_PROBLEM STATEMENT_
How many lines in the records below contain the word "cover"? Answer with the number alone.

(Source data)
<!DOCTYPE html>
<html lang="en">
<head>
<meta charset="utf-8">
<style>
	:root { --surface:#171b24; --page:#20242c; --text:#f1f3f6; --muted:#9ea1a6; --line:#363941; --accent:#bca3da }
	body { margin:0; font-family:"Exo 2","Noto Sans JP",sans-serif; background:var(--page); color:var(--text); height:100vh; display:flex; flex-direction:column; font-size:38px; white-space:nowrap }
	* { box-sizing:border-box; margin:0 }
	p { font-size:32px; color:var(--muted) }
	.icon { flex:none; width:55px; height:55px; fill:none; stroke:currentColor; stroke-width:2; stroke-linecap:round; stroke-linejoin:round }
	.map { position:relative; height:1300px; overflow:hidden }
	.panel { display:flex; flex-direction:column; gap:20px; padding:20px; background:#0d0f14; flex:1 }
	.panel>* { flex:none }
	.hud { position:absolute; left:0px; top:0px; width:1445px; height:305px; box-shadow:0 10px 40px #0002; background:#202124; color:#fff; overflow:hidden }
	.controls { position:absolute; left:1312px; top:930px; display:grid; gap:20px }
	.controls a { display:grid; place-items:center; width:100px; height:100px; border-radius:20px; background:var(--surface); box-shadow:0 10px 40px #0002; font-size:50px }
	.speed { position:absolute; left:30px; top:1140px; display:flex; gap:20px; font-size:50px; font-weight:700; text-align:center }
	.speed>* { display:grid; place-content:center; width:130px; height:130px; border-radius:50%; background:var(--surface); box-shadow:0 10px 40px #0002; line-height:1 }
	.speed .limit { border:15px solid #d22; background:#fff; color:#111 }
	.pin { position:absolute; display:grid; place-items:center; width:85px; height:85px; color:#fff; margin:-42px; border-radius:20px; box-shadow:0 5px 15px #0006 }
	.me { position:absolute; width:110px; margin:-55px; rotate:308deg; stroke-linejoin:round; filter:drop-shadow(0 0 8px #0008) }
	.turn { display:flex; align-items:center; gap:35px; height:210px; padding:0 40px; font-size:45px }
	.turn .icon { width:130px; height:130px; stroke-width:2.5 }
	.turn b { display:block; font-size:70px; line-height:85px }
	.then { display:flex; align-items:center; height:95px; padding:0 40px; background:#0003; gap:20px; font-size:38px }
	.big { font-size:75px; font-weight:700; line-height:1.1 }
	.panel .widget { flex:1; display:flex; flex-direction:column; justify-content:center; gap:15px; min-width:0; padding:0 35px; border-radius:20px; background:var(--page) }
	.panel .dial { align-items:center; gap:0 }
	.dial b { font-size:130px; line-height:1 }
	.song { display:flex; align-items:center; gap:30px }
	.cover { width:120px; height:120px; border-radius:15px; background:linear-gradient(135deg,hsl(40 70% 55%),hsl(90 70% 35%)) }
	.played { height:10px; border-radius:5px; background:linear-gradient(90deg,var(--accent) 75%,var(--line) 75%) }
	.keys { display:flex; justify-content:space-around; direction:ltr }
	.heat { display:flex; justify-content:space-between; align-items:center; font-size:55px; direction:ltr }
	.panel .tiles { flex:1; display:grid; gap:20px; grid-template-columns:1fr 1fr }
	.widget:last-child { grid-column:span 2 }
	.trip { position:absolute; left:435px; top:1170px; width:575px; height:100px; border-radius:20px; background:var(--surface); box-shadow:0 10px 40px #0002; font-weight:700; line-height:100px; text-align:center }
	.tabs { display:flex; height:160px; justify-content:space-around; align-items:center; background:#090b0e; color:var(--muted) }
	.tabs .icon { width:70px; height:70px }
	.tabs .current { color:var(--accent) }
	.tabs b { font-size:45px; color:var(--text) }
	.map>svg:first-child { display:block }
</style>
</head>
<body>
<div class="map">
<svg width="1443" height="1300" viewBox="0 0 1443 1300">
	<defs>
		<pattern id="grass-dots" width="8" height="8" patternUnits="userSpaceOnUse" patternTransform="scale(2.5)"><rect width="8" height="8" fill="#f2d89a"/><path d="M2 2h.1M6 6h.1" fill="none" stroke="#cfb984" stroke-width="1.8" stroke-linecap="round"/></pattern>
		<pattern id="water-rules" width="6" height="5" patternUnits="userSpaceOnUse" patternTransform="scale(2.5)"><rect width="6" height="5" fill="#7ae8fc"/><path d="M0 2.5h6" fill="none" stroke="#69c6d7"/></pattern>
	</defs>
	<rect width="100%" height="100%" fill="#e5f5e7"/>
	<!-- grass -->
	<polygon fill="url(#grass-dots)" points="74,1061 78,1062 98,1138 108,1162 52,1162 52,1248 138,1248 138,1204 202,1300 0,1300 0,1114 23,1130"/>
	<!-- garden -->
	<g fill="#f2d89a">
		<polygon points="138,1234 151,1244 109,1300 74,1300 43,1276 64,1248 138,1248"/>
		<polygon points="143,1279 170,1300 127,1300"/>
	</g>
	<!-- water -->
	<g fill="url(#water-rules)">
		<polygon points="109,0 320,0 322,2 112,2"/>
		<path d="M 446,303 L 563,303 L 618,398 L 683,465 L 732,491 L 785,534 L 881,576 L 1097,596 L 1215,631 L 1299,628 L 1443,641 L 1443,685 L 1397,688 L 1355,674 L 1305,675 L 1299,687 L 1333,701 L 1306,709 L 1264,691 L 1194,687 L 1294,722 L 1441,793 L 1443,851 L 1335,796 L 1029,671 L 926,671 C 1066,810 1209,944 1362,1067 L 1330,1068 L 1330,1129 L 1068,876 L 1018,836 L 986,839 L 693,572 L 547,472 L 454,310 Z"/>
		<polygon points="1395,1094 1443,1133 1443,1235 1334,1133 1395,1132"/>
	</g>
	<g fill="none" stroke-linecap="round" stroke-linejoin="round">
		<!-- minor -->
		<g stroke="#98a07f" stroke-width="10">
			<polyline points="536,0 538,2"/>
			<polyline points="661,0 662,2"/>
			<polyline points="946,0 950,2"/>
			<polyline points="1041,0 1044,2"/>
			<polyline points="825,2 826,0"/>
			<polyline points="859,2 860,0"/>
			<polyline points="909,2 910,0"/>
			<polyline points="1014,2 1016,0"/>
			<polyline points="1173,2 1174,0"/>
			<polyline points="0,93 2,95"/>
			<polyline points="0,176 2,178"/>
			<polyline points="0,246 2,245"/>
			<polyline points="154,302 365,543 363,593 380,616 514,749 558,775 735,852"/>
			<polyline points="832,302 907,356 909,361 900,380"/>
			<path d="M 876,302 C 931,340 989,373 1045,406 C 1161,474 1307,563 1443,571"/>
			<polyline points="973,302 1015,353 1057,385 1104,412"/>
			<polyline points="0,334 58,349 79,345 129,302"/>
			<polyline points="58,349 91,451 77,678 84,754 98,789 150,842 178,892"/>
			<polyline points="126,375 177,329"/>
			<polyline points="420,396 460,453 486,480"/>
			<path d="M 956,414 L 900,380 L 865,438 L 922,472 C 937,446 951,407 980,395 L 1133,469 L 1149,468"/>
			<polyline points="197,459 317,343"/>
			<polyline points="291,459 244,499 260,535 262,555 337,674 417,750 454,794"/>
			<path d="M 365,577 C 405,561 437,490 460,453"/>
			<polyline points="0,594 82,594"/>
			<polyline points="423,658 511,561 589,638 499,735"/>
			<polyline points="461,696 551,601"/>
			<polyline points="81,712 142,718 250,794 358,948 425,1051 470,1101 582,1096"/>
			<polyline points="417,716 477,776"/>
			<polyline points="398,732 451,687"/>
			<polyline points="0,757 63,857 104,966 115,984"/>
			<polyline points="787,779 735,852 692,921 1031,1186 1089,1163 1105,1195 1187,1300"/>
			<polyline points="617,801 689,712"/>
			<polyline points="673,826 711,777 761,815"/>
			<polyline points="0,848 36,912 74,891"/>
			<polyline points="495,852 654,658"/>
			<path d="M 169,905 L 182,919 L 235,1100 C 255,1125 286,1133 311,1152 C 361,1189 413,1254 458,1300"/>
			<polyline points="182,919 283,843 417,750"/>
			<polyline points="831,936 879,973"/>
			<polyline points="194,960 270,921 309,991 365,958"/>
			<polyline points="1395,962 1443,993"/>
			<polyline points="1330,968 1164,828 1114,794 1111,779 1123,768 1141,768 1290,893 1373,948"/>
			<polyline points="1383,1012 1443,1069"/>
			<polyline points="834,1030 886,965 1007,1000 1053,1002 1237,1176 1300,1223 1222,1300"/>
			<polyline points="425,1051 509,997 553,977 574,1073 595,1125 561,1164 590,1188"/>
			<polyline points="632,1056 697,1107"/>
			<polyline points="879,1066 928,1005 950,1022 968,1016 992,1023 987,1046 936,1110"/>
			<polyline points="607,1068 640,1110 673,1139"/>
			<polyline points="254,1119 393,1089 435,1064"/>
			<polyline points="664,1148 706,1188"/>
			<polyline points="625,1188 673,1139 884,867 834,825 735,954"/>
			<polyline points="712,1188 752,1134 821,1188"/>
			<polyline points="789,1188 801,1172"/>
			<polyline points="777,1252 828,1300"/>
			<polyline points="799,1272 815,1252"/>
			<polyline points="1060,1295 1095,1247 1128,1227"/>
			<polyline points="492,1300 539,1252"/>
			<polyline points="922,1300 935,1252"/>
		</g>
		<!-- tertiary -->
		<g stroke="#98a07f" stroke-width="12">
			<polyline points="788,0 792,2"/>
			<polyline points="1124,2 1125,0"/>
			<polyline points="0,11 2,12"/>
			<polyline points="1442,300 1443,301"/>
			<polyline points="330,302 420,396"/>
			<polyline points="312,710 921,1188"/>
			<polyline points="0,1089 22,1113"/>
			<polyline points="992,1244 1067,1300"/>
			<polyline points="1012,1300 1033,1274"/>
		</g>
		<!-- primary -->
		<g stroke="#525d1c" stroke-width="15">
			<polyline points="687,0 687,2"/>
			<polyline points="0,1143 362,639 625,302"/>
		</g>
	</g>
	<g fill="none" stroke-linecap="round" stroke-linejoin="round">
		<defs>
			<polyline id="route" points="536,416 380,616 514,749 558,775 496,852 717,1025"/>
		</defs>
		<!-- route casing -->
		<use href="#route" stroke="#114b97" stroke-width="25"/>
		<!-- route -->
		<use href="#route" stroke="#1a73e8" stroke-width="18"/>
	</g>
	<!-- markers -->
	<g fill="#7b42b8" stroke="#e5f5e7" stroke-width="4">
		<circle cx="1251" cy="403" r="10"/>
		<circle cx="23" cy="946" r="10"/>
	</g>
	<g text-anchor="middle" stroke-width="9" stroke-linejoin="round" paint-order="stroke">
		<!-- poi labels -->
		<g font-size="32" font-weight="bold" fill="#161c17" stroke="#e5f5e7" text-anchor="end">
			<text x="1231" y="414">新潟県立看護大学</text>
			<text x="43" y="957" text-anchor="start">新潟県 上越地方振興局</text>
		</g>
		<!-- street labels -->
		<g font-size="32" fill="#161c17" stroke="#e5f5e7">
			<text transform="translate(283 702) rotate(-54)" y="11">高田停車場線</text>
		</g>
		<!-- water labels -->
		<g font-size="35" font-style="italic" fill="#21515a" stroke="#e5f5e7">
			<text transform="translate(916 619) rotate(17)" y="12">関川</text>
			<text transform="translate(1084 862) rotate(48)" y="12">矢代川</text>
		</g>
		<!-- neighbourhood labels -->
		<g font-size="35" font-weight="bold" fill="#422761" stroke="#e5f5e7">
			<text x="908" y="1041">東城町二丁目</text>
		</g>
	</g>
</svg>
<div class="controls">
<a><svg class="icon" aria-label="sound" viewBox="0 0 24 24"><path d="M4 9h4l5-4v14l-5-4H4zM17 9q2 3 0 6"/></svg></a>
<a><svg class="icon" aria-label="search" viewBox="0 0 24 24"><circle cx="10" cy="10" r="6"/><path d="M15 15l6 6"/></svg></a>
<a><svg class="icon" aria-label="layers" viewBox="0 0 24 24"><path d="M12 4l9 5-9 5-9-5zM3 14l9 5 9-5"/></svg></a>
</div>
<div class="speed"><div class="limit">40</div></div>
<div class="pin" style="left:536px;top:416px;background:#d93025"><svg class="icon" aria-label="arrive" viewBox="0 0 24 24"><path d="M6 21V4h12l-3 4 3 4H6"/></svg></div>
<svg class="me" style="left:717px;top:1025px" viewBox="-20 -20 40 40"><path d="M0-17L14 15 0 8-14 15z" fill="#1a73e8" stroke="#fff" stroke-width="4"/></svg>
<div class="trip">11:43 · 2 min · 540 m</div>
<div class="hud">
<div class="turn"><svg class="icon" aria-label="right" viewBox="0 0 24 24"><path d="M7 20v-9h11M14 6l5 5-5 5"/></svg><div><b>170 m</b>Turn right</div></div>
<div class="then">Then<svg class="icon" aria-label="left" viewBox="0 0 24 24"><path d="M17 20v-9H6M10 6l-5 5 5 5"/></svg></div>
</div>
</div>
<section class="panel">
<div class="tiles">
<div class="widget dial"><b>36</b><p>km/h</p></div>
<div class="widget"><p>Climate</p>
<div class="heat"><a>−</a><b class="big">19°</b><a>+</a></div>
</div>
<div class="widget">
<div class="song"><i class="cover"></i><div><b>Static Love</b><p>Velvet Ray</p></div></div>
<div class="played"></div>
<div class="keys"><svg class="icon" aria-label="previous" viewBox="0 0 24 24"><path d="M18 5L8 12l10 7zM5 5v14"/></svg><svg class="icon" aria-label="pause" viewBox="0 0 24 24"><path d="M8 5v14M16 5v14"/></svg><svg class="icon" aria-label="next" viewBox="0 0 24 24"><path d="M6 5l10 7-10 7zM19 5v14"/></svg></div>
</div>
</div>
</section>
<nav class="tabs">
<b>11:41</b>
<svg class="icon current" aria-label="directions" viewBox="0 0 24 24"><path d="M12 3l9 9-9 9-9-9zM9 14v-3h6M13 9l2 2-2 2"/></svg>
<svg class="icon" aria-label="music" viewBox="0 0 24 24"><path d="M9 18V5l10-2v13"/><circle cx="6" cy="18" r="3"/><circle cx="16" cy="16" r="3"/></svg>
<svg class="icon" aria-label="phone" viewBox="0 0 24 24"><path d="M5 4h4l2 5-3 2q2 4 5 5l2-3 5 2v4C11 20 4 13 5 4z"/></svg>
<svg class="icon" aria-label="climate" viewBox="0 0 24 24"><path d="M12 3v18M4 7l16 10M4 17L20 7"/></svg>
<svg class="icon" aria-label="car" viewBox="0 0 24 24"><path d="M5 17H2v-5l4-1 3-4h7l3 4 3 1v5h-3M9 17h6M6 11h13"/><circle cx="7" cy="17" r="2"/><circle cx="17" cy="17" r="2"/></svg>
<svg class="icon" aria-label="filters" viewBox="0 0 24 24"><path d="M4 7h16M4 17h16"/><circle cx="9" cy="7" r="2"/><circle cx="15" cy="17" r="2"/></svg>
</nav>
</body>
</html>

_WRITTEN RESPONSE_
2